On 02/07/2023 23:44, Oscar Benjamin wrote:
On Sun, 2 Jul 2023 at 23:06, David Bailey <[email protected]> wrote:
Dear Group,
If I want to enter m+1/2, I define m as a symbol and write:
m+S(1)/2.
However if I have a complicated expression with lots of fractions, such as:
1 + x*(m + 1/2)/(2*m + 1) + x**2*(m + 1/2)*(m + 3/2)/(2*(2*m + 1)*(2*m + 2))
it would be much neater if I could automatically wrap all the integers
in S so that no floating point numbers get introduced.

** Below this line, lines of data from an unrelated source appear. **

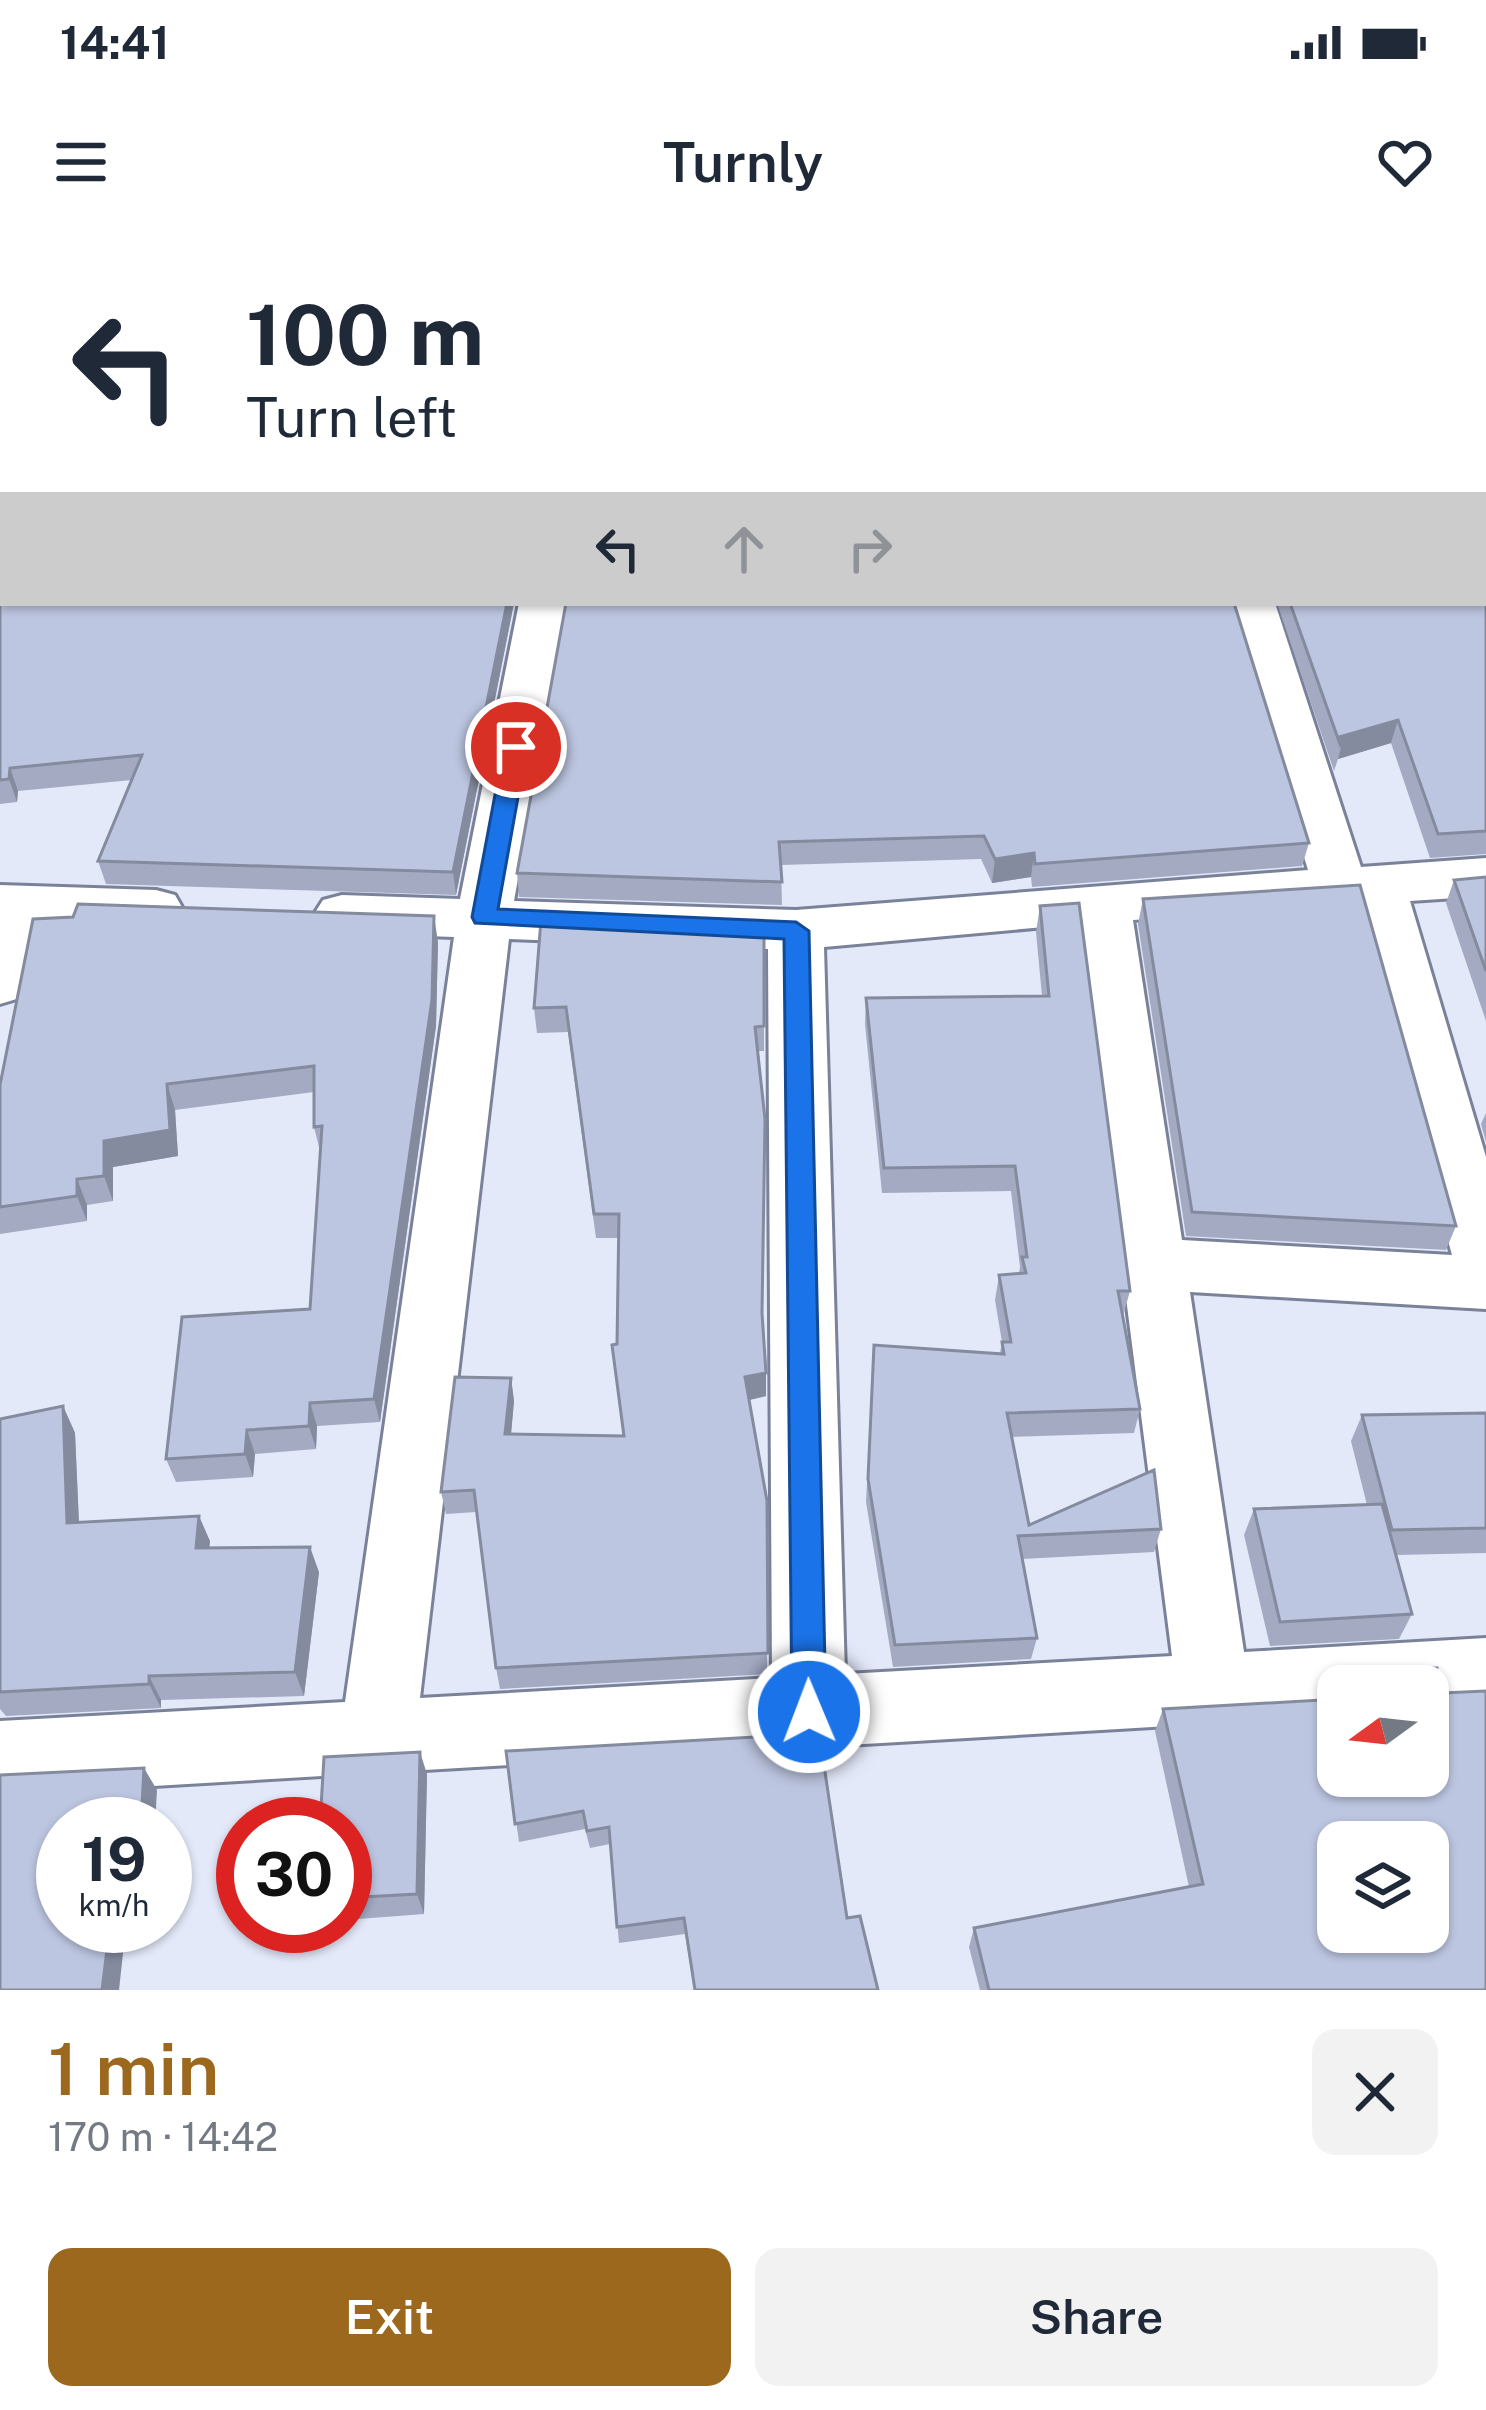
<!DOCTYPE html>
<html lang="en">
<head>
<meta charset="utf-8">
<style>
	body { margin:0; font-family:"Public Sans",sans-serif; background:#f2f2f3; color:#1f2937; height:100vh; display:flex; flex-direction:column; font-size:45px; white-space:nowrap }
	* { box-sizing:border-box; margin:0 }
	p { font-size:39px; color:#747a83 }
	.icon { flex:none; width:66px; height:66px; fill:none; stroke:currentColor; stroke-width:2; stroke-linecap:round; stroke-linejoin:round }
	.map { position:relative; height:1750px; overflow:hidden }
	.panel { display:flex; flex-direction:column; background:#fff; flex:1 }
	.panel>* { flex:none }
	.banner { position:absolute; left:0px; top:0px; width:1488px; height:366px; box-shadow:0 3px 9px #0004; background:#fff; color:#1f2937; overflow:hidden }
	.needle { width:78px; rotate:255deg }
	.tools { position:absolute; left:1317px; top:1425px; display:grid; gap:24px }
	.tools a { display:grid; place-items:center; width:132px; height:132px; border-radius:24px; background:#fff; box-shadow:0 3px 9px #0004; font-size:60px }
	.speed { position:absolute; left:36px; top:1557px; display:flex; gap:24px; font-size:60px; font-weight:700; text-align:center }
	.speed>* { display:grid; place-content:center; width:156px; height:156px; border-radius:50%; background:#fff; box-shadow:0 3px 9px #0004; line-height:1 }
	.speed small { font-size:30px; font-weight:400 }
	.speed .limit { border:18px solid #d22; background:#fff; color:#111 }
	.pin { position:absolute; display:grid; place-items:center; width:102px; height:102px; color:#fff; margin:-51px; border:6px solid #fff; border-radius:50%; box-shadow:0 3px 12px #0007 }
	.me { position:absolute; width:132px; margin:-66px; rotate:359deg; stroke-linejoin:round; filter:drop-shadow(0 0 9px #0008) }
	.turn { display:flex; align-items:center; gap:42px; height:252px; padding:0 48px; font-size:54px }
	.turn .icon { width:156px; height:156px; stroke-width:2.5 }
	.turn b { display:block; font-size:84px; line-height:102px }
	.lanes { display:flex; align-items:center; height:114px; padding:0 48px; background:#0003; justify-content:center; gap:60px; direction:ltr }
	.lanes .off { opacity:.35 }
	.round { display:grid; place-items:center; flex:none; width:126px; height:126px; border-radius:24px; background:#f2f2f3 }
	.overview { display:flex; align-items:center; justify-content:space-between; height:204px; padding:0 48px }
	h1 { font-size:72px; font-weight:600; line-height:90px; color:#9b681d }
	.button { display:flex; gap:24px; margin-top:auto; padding:24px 48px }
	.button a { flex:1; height:138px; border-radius:24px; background:#9b681d; color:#fff; font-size:48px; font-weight:600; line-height:138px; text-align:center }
	.button a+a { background:#f2f2f3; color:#1f2937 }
	.status { display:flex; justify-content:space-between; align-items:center; height:84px; padding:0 60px; background:#fff; direction:ltr }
	.status svg { height:33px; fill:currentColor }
	header { display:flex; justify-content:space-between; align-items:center; height:156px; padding:0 48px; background:#fff; font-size:54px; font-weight:600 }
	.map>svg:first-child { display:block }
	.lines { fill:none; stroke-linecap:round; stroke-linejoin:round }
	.minor-casing { stroke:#7a829a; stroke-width:6 }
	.minor { fill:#fff; fill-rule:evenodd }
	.wall { fill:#a3aac2; fill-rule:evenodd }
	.shaded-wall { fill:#848b9e }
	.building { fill:#bdc6e1; stroke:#848b9e; stroke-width:3; fill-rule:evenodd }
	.route { fill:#1a73e8; stroke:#114b97; stroke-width:3 }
</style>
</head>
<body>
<div class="status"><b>14:41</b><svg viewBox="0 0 49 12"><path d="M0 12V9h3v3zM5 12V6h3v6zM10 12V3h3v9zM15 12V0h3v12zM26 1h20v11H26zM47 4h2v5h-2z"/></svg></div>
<header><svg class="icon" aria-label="menu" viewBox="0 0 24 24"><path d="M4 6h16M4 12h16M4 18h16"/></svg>Turnly<svg class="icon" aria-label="heart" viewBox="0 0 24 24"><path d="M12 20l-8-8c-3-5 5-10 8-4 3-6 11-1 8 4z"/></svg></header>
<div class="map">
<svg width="1486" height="1750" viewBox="0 0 1486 1750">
	<rect width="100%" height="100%" fill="#e4e9fa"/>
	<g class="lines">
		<g class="minor-casing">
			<path id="minor" d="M 519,363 L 567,363 L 514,661 L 796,670 L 1308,630 L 1227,363 L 1275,363 L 1361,627 L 1486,618 L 1486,656 L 1410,661 L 1486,917 L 1486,1069 L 1190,1052 L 1244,1412 L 1486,1398 L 1486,1468 L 1428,1471 L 1428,1446 L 1338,1446 L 1338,1476 L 0,1555 L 0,1481 L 345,1462 L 454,697 L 342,693 L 323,688 L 314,674 L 323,660 L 342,655 L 460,659 ZM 1356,665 L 1452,1015 L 1182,1000 L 1133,680 ZM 1078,684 L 1172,1416 L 845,1434 L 824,707 ZM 509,699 L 768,709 L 772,1438 L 420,1458 Z
				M 0,645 L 156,650 L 175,655 L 183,669 L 175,683 L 156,688 L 35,684 L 28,743 L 20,758 L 0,764 Z"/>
		</g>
		<use href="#minor" class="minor"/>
	</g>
	<path class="wall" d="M 0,0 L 514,363 L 456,655 L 106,644 L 98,621 L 132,540 L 18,551 L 17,562 L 0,564 Z
		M 1486,0 L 1486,614 L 1430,618 L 1391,503 L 1338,519 L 1334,531 L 1277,363 L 1485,363 Z
		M 566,363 L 1309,603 L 1302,626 L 1032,647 L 1031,637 L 992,643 L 981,619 L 781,625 L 782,665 L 519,657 L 517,633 Z
		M 1486,637 L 1486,781 L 1446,663 L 1454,640 Z
		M 1143,659 L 1456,986 L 1446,1010 L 1186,996 L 1138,684 Z
		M 1040,666 L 1130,1051 L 1123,1076 L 1140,1169 L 1134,1193 L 1011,1197 L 1029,1285 L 1161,1289 L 1154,1312 L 1022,1319 L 1037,1398 L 1031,1419 L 893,1427 L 866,1262 L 874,1105 L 1000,1113 L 1002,1102 L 995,1060 L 999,1035 L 1019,1033 L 1020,1027 L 1011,951 L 882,953 L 865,784 L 866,758 L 1042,756 L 1036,692 Z
		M 764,688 L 764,811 L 758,811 L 762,1074 L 766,1156 L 749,1160 L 767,1261 L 767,1434 L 500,1449 L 496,1428 L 476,1272 L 446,1274 L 441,1252 L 511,1138 L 514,1161 L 511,1194 L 623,1196 L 612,1105 L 617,1104 L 618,998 L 596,998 L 568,792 L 537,793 L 534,768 Z
		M 438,702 L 436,786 L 380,1182 L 317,1186 L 316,1209 L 255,1214 L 253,1237 L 176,1242 L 166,1219 L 310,1069 L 320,911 L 314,887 L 314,852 L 175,870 L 178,916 L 113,927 L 113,961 L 87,965 L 87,981 L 0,994 L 0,845 Z
		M 1486,873 L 1486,902 L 1481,884 Z
		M 63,1166 L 75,1193 L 79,1282 L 210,1301 L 209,1308 L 319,1332 L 304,1456 L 161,1460 L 161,1468 L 6,1476 L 0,1469 L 0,1179 Z
		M 1486,1173 L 1486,1313 L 1396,1315 L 1412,1374 L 1399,1399 L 1270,1406 L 1244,1295 L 1254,1269 L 1367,1265 L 1351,1201 L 1362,1175 Z
		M 1354,1428 L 1437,1428 L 1437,1448 L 1442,1453 L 1486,1451 L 1486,1750 L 980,1750 L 969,1707 L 974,1688 L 1189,1647 L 1155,1491 L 1163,1469 L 1338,1459 L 1338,1536 L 1428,1536 L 1428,1446 L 1345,1446 ZM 1338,1602 L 1428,1602 L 1428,1692 L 1338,1692 Z
		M 506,1511 L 847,1678 L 878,1750 L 694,1750 L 685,1694 L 619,1703 L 610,1604 L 590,1608 L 585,1589 L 519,1602 Z
		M 427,1534 L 424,1674 L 345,1680 L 345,1584 Z"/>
	<path class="shaded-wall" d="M 507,363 L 514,363 L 456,655 L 453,632 Z
		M 1398,480 L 1391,503 L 1338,519 L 1341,507 L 1339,497 Z
		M 10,528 L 18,551 L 17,562 L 9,539 Z
		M 1034,613 L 1031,637 L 992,643 L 995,619 Z
		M 434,676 L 438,702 L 436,786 L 380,1182 L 374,1159 Z
		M 167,844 L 175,870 L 178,916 L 113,927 L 113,961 L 104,936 L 104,901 Z
		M 77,939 L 87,965 L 87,981 L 77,956 Z
		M 766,1133 L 766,1156 L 745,1161 L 745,1137 Z
		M 511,1138 L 514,1161 L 509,1216 L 505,1194 Z
		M 310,1163 L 317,1186 L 316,1209 L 309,1186 Z
		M 63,1166 L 75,1193 L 80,1308 L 67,1283 Z
		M 247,1190 L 255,1214 L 253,1237 L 245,1214 Z
		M 199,1276 L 210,1301 L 207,1333 L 196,1308 Z
		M 310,1307 L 319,1332 L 304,1456 L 295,1432 Z
		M 149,1436 L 161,1460 L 161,1468 L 149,1444 Z
		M 420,1512 L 427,1534 L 424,1674 L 417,1654 Z
		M 144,1528 L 157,1550 L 155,1584 L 141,1584 Z
		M 110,1686 L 126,1686 L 119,1750 L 102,1750 Z"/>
	<path class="building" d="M 0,0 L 256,0 L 257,3 L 3,3 L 3,363 L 507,363 L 453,632 L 98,621 L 142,515 L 10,528 L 9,539 L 0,540 Z
		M 421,0 L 1486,0 L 1486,591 L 1438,594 L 1398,480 L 1339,497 L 1341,507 L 1290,363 L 1485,363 L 1485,3 L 421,3 Z
		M 566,363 L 1234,363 L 1309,603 L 1035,624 L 1034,613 L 995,619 L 984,596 L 779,602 L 782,642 L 517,633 Z
		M 1486,637 L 1486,731 L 1454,640 Z
		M 1360,645 L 1456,986 L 1192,972 L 1143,659 Z
		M 1079,663 L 1130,1051 L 1118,1051 L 1140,1169 L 1007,1173 L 1029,1285 L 1154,1230 L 1161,1289 L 1018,1296 L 1037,1398 L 895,1405 L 868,1239 L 874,1105 L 1004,1114 L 1002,1102 L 1011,1102 L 999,1035 L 1026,1033 L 1022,1017 L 1027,1017 L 1015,926 L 884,928 L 866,758 L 1049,756 L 1040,666 Z
		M 78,664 L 434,676 L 432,760 L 374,1159 L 310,1163 L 309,1186 L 247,1190 L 245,1214 L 166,1219 L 182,1077 L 310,1069 L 322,886 L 314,887 L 314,826 L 167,844 L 170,890 L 104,901 L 104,936 L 77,939 L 77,956 L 0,967 L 0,845 L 33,679 L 73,677 Z
		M 541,680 L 764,688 L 764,786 L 755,787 L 765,879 L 762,1073 L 766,1133 L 745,1137 L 767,1261 L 768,1413 L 496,1428 L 474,1250 L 441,1252 L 455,1137 L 511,1138 L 505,1194 L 624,1196 L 612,1105 L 617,1104 L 619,974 L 594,974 L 566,767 L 534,768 Z
		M 63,1166 L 67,1283 L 199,1276 L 196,1308 L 310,1307 L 295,1432 L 149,1436 L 149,1444 L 0,1452 L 0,1179 Z
		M 1486,1173 L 1486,1288 L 1392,1290 L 1362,1175 Z
		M 1382,1264 L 1412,1374 L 1280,1382 L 1254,1269 Z
		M 1354,1428 L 1437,1428 L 1437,1448 L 1442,1453 L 1486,1451 L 1486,1750 L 989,1750 L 974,1688 L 1203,1644 L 1163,1469 L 1338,1459 L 1338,1536 L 1428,1536 L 1428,1446 L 1352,1446 ZM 1338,1602 L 1428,1602 L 1428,1692 L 1338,1692 Z
		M 811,1494 L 812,1500 L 820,1499 L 847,1678 L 860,1676 L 878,1750 L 695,1750 L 684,1678 L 617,1687 L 609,1587 L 587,1591 L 583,1571 L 515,1584 L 506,1511 Z
		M 420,1512 L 417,1654 L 345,1658 L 345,1584 L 320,1584 L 324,1517 Z
		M 144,1528 L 141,1584 L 63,1584 L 63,1686 L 110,1686 L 102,1750 L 0,1750 L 0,1535 Z"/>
	<path class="route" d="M 516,500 L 527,507 L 498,669 L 796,682 L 809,691 L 826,1472 L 821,1483 L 809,1488 L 797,1483 L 792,1472 L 784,699 L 475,683 L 472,677 L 504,507 Z"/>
</svg>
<div class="tools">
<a><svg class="needle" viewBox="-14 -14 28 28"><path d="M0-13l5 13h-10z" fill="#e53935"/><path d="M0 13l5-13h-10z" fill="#747a83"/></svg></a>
<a><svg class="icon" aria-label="layers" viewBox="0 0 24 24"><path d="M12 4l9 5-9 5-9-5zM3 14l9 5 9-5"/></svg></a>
</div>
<div class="speed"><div>19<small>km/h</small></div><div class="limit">30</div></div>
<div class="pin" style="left:516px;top:507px;background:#d93025"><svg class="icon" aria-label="arrive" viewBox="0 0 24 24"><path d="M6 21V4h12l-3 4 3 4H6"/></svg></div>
<svg class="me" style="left:809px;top:1472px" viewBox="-20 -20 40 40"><circle r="17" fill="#1a73e8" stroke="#fff" stroke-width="3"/><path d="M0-11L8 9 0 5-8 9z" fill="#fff"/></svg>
<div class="banner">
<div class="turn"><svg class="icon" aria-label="left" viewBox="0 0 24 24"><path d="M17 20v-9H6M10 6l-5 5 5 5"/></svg><div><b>100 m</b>Turn left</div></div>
<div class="lanes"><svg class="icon" aria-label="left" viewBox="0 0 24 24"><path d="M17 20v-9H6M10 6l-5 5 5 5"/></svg><svg class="icon off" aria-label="ahead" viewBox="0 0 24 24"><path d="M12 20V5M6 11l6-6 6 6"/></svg><svg class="icon off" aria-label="right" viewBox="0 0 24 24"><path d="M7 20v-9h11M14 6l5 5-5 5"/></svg></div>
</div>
</div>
<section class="panel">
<div class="overview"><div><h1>1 min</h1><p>170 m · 14:42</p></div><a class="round"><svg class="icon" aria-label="close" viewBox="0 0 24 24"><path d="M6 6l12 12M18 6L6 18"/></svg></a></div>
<div class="button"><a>Exit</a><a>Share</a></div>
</section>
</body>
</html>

Is that feasible? I did try wrapping the whole expression in S, but that
does not work.
You can wrap the whole expression in nsimplify:
>>> e = 1 + x*(m + 1/2)/(2*m + 1) + x**2*(m + 1/2)*(m + 3/2)/(2*(2*m
+ 1)*(2*m + 2))
>>> print(e)
x**2*(m + 0.5)*(m + 1.5)/((2*m + 2)*(4*m + 2)) + x*(m + 0.5)/(2*m + 1) + 1
>>> print(nsimplify(e))
x**2*(m + 1/2)*(m + 3/2)/((2*m + 2)*(4*m + 2)) + x*(m + 1/2)/(2*m + 1) + 1
The nsimplify function will attempt to guess what rational number a
float represents. In your example this is easy because all floats are
exactly represented in binary (having only twos in the denominator)
but otherwise the conversion can be inexact:
>>> f = 1/3
>>> f
0.3333333333333333
>>> print(Rational(f)) # exact value of the binary float
6004799503160661/18014398509481984
>>> nsimplify(f) # probably the value that the float was intended to have
1/3
Thanks Oscar for that incredibly fast reply, but I'm not super keen on
algebra that is only probably correct!